* **Your instructions**
For this exercise, please find the lines in the entries that include the word "Wekiva" and copy them.

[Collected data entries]

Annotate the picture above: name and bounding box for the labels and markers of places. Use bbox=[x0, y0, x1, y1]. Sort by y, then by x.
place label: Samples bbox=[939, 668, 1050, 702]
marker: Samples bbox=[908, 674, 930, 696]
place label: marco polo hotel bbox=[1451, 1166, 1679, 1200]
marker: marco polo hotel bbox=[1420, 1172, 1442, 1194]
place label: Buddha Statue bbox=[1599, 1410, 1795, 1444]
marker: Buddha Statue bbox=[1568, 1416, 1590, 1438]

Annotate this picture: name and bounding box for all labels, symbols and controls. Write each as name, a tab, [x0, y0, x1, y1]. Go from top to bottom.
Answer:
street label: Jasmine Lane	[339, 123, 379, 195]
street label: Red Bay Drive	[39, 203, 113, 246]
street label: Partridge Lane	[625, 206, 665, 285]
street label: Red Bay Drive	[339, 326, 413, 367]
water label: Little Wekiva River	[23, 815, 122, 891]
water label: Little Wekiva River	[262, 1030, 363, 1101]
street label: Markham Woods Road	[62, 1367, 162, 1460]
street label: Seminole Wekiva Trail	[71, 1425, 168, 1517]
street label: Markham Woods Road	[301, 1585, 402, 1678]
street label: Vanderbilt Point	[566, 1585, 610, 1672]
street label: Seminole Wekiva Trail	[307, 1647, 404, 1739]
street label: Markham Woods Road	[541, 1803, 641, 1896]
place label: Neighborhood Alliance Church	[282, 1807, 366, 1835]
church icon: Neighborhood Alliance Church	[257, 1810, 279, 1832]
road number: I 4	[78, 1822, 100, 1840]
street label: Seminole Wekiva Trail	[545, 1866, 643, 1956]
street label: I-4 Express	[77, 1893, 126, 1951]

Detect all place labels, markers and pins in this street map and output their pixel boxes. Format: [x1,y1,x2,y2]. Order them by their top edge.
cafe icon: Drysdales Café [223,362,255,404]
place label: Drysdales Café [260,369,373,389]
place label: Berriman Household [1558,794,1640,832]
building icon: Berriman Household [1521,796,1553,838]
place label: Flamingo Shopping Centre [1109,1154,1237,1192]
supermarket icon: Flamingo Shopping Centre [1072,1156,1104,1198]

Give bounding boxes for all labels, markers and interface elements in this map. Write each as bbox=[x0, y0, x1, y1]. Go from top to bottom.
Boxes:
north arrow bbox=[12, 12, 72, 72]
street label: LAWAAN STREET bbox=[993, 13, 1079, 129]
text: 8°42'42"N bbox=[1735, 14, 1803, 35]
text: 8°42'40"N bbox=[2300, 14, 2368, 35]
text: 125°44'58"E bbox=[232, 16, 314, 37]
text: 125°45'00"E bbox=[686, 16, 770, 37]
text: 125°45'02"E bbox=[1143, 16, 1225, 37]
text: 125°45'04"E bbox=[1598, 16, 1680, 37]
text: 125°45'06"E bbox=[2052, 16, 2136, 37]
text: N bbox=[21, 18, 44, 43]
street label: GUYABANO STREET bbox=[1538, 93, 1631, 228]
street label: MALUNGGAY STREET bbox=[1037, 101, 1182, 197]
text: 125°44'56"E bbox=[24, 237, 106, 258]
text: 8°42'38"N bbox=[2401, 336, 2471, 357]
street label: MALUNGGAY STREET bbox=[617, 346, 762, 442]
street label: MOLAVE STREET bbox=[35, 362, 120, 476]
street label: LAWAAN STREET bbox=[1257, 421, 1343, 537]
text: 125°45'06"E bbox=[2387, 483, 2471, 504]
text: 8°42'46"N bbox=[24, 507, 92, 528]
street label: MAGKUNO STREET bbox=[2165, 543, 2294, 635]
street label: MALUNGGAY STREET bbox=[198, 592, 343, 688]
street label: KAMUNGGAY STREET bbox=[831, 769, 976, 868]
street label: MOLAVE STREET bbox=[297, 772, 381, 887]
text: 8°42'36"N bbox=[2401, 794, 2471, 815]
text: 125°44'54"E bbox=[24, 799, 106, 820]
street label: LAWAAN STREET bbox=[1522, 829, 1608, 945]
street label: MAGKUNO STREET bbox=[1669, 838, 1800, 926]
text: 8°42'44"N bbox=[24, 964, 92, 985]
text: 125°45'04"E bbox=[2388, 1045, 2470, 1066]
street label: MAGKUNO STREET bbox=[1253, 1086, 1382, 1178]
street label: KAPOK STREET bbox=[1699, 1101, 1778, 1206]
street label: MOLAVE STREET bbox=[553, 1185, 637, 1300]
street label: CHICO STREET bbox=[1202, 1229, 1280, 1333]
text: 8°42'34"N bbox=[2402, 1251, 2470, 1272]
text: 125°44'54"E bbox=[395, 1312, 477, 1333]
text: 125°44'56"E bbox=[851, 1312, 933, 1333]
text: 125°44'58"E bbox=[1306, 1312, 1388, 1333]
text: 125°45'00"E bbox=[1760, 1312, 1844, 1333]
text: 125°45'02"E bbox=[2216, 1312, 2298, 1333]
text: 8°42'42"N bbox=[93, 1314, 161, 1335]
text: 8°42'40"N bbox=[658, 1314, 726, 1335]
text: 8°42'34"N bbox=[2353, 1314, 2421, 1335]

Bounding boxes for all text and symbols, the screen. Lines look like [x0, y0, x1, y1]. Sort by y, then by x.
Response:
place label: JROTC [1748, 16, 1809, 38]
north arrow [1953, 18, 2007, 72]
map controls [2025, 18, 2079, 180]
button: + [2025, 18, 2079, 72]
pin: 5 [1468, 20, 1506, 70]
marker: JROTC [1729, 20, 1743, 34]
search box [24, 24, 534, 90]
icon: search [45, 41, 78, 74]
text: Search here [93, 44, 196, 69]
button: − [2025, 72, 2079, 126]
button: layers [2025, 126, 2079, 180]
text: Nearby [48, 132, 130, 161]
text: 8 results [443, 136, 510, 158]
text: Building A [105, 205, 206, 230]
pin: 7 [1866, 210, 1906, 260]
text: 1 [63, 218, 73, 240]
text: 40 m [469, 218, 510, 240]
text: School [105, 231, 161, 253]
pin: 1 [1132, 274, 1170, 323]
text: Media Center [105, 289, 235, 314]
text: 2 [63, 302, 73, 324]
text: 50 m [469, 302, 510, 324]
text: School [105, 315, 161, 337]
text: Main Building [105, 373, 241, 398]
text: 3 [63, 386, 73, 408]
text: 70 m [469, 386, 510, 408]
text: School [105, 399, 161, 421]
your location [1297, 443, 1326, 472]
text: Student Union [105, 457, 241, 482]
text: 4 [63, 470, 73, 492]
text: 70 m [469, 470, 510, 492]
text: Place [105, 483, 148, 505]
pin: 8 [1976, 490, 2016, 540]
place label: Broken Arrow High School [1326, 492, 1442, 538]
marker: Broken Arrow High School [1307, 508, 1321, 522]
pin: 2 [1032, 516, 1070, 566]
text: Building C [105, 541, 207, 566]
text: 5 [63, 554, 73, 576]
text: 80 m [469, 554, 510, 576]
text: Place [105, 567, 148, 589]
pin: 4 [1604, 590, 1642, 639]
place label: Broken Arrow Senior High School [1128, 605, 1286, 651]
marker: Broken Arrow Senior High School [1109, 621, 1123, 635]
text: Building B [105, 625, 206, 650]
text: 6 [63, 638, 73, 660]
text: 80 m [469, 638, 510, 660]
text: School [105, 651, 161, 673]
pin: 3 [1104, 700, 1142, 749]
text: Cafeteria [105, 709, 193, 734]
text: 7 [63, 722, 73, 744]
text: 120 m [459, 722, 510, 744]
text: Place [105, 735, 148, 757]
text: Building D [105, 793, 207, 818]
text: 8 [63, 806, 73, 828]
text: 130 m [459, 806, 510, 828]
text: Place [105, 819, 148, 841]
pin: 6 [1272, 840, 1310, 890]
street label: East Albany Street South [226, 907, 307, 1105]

* **Output**
water label: Little Wekiva River	[23, 815, 122, 891]
water label: Little Wekiva River	[262, 1030, 363, 1101]
street label: Seminole Wekiva Trail	[71, 1425, 168, 1517]
street label: Seminole Wekiva Trail	[307, 1647, 404, 1739]
street label: Seminole Wekiva Trail	[545, 1866, 643, 1956]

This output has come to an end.